Stored data entries:
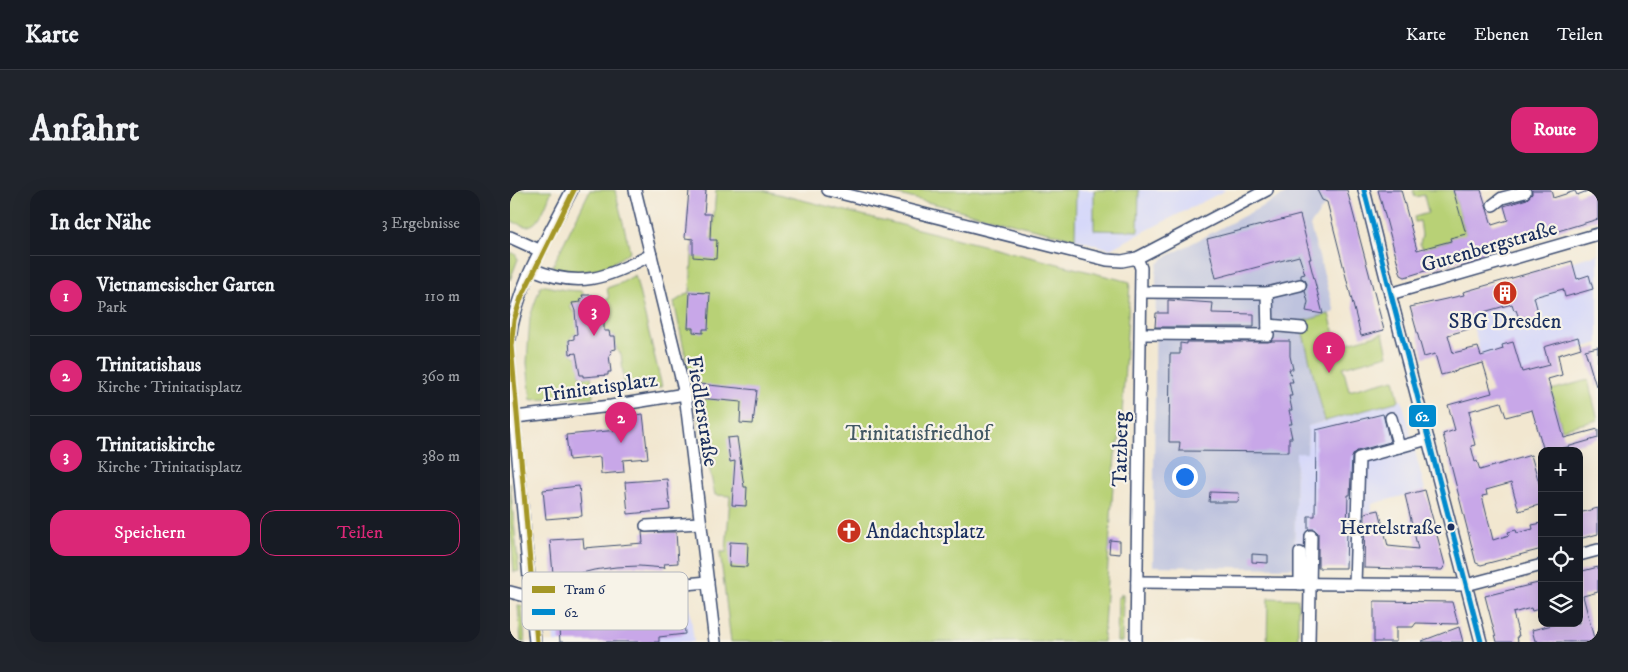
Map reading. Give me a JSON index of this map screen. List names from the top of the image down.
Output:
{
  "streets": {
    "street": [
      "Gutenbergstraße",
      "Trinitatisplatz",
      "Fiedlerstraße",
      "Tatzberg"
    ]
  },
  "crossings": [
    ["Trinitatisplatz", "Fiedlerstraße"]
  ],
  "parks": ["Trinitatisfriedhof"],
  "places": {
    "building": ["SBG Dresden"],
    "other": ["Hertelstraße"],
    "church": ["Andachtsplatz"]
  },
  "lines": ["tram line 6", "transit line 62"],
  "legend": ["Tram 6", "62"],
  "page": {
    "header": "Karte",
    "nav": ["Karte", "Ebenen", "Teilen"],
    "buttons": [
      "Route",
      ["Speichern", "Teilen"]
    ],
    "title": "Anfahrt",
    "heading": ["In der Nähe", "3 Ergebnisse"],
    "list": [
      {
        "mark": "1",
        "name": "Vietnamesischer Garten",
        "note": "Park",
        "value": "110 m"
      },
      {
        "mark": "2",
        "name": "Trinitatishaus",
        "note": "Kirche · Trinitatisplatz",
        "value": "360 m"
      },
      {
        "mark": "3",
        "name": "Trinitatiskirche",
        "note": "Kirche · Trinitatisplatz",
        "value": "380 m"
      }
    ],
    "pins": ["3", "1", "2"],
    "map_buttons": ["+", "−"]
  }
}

PROBLEM DESCRIPTION: Say how many lines in the records contain the string "Trinitatisplatz", and say nothing else.

EXERCISE RESULT: 4